PROBLEM STATEMENT: Using the records below, write out again exactly the lines that begin at the line containing "M307 410 385" and end at the line containing "M981 560 985 589 964 592 961 562Z", and no other lines.
__________________________________________________
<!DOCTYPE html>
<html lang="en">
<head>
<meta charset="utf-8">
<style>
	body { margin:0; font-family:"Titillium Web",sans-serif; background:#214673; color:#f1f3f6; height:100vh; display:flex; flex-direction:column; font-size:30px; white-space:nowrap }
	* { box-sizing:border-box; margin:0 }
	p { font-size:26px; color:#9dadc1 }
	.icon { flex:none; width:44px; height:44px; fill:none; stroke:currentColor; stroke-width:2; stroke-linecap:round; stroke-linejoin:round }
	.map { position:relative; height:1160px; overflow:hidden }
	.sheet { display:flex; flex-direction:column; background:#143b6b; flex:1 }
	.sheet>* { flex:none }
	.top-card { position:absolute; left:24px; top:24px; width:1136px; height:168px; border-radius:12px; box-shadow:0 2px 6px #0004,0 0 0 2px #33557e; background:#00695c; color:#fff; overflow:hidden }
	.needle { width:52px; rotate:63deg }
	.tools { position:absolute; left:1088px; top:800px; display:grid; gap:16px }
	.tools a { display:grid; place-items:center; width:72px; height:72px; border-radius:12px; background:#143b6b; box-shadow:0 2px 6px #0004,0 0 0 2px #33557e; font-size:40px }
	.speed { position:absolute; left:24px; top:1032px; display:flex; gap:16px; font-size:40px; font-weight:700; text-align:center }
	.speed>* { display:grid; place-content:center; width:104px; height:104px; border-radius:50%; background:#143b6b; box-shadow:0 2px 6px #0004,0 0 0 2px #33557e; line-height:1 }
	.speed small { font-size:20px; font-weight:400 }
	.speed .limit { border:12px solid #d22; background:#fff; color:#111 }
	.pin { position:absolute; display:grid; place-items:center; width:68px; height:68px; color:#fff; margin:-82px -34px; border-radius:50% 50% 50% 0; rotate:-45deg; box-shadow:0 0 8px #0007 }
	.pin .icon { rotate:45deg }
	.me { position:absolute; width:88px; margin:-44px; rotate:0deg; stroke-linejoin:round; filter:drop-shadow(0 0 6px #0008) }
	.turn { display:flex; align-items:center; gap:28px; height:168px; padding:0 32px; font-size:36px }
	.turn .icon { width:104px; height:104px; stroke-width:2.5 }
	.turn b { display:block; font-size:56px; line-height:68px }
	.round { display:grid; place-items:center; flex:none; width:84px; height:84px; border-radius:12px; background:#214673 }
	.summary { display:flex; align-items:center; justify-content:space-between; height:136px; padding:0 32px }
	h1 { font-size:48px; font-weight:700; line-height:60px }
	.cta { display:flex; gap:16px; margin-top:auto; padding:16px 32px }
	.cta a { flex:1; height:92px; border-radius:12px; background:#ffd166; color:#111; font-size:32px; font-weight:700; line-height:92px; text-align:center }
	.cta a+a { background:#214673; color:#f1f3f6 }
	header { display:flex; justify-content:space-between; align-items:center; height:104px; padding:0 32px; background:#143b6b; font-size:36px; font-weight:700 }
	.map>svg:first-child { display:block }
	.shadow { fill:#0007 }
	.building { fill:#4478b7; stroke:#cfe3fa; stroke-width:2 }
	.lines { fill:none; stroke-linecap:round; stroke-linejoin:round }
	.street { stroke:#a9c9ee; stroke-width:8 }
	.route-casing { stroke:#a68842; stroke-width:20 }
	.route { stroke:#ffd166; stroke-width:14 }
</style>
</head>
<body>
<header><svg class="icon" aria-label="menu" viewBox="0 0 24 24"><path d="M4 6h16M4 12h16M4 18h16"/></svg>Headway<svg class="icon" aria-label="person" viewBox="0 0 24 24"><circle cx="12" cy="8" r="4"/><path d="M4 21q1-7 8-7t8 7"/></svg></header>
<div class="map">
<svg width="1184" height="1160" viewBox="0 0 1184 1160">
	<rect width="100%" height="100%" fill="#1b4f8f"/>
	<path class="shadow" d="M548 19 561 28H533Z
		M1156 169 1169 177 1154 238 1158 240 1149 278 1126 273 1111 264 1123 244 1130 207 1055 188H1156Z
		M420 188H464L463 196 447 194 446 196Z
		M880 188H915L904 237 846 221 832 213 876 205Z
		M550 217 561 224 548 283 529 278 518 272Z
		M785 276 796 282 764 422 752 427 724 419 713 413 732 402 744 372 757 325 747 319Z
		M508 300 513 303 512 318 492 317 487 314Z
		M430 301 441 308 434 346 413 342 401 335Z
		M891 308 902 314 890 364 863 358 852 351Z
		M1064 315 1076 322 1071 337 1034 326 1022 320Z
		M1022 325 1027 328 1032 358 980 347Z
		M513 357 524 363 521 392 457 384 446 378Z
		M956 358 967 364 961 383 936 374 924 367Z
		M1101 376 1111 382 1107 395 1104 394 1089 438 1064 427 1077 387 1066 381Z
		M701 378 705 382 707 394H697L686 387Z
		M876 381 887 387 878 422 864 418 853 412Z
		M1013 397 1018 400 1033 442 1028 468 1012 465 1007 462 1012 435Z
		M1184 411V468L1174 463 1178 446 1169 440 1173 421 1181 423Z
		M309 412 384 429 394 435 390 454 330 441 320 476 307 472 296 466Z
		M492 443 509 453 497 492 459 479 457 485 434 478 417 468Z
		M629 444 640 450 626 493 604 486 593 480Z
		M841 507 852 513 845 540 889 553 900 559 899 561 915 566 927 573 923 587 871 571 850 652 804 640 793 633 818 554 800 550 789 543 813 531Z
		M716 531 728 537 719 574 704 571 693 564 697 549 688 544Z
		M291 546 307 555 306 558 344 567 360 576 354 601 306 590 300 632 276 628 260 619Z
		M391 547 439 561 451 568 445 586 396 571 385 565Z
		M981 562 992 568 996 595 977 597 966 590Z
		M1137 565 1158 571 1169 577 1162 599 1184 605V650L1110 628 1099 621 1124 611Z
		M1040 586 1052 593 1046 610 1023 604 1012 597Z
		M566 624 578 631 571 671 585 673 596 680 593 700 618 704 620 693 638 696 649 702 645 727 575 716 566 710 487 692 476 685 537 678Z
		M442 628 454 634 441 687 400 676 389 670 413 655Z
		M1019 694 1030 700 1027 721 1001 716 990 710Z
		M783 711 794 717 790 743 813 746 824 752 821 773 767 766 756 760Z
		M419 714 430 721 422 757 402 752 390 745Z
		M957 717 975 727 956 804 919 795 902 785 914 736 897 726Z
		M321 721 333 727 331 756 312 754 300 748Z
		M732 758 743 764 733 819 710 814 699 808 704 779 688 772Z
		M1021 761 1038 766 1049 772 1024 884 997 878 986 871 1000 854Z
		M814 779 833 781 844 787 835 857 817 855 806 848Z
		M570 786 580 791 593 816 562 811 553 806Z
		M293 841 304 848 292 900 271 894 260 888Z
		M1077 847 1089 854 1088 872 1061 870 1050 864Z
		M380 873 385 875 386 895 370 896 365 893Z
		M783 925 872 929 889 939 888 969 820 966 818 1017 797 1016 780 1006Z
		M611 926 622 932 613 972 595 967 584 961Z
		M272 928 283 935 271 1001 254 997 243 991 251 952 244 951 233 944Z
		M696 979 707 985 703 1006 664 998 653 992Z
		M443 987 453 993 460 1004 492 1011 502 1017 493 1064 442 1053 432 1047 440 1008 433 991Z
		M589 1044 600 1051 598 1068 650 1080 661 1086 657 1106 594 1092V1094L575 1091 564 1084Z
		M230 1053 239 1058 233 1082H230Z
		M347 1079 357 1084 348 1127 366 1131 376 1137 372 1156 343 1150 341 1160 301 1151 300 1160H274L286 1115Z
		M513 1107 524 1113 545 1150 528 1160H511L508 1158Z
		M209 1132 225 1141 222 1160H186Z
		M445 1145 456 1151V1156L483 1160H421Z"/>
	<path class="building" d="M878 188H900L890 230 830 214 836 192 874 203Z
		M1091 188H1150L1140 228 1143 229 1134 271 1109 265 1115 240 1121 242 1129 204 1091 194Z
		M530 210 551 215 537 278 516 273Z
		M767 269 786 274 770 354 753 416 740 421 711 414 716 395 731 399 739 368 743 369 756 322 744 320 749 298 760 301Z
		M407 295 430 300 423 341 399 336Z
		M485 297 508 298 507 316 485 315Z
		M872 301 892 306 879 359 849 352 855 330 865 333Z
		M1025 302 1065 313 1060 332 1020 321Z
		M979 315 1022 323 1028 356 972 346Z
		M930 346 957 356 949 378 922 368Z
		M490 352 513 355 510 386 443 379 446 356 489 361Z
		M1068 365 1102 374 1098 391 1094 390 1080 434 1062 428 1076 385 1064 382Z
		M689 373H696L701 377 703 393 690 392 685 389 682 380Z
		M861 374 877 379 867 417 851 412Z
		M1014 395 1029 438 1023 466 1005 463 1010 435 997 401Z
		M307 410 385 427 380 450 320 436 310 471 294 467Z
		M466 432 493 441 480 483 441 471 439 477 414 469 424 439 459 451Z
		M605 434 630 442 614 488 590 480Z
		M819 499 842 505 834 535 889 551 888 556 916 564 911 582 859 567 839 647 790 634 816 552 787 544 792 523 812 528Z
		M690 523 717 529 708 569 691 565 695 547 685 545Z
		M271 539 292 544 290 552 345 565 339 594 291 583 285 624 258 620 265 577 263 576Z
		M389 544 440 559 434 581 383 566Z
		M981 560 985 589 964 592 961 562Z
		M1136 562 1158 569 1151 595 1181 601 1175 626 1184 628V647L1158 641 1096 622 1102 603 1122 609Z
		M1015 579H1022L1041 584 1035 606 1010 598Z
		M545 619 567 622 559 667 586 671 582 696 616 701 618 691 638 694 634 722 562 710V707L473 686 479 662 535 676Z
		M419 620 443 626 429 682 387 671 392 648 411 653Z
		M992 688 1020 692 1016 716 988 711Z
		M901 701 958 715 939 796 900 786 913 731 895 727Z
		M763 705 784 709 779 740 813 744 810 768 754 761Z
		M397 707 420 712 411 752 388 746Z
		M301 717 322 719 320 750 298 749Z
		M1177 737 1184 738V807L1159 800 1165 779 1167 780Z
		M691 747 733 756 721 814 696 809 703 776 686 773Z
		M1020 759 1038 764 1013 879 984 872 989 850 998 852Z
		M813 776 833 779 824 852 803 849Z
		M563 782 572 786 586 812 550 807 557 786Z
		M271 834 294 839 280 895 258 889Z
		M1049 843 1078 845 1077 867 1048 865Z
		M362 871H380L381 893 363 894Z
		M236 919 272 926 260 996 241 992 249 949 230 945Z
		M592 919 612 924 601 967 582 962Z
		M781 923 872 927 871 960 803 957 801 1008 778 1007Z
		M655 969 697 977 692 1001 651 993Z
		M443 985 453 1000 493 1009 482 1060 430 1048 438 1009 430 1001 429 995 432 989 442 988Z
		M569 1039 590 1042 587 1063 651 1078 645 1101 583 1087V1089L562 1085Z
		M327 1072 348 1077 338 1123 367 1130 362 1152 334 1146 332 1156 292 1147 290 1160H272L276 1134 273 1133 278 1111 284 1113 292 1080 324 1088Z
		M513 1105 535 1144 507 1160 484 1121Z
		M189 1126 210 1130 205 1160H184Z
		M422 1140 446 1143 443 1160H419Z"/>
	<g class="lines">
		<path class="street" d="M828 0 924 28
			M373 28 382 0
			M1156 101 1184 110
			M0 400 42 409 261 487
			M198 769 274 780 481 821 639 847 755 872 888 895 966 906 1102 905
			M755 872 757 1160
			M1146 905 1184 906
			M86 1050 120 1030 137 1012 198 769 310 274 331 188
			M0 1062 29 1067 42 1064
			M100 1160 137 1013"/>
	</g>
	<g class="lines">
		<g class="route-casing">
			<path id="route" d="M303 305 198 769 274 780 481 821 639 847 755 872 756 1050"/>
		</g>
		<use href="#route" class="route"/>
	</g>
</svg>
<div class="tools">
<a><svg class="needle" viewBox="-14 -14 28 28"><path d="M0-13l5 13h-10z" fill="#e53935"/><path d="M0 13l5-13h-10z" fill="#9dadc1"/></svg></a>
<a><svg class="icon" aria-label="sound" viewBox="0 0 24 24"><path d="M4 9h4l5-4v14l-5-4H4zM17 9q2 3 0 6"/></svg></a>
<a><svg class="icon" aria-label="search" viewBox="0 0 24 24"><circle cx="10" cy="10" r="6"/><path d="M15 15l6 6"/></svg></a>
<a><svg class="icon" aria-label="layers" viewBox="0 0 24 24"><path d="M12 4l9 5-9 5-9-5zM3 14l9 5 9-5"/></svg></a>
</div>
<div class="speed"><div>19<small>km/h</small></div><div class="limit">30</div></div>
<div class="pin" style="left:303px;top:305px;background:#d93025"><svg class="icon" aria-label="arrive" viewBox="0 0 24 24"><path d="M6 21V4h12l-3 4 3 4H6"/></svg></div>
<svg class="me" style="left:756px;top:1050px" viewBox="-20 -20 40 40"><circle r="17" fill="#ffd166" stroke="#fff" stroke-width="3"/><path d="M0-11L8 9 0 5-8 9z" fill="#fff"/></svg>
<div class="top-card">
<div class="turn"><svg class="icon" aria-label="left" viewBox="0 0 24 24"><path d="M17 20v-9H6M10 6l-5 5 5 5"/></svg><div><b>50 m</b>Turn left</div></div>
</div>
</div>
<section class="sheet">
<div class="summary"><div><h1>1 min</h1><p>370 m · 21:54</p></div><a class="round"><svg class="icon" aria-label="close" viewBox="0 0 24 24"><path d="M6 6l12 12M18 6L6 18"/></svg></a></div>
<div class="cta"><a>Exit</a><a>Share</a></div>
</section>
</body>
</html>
__________________________________________________
RESULT FOR THIS EXERCISE:
		M307 410 385 427 380 450 320 436 310 471 294 467Z
		M466 432 493 441 480 483 441 471 439 477 414 469 424 439 459 451Z
		M605 434 630 442 614 488 590 480Z
		M819 499 842 505 834 535 889 551 888 556 916 564 911 582 859 567 839 647 790 634 816 552 787 544 792 523 812 528Z
		M690 523 717 529 708 569 691 565 695 547 685 545Z
		M271 539 292 544 290 552 345 565 339 594 291 583 285 624 258 620 265 577 263 576Z
		M389 544 440 559 434 581 383 566Z
		M981 560 985 589 964 592 961 562Z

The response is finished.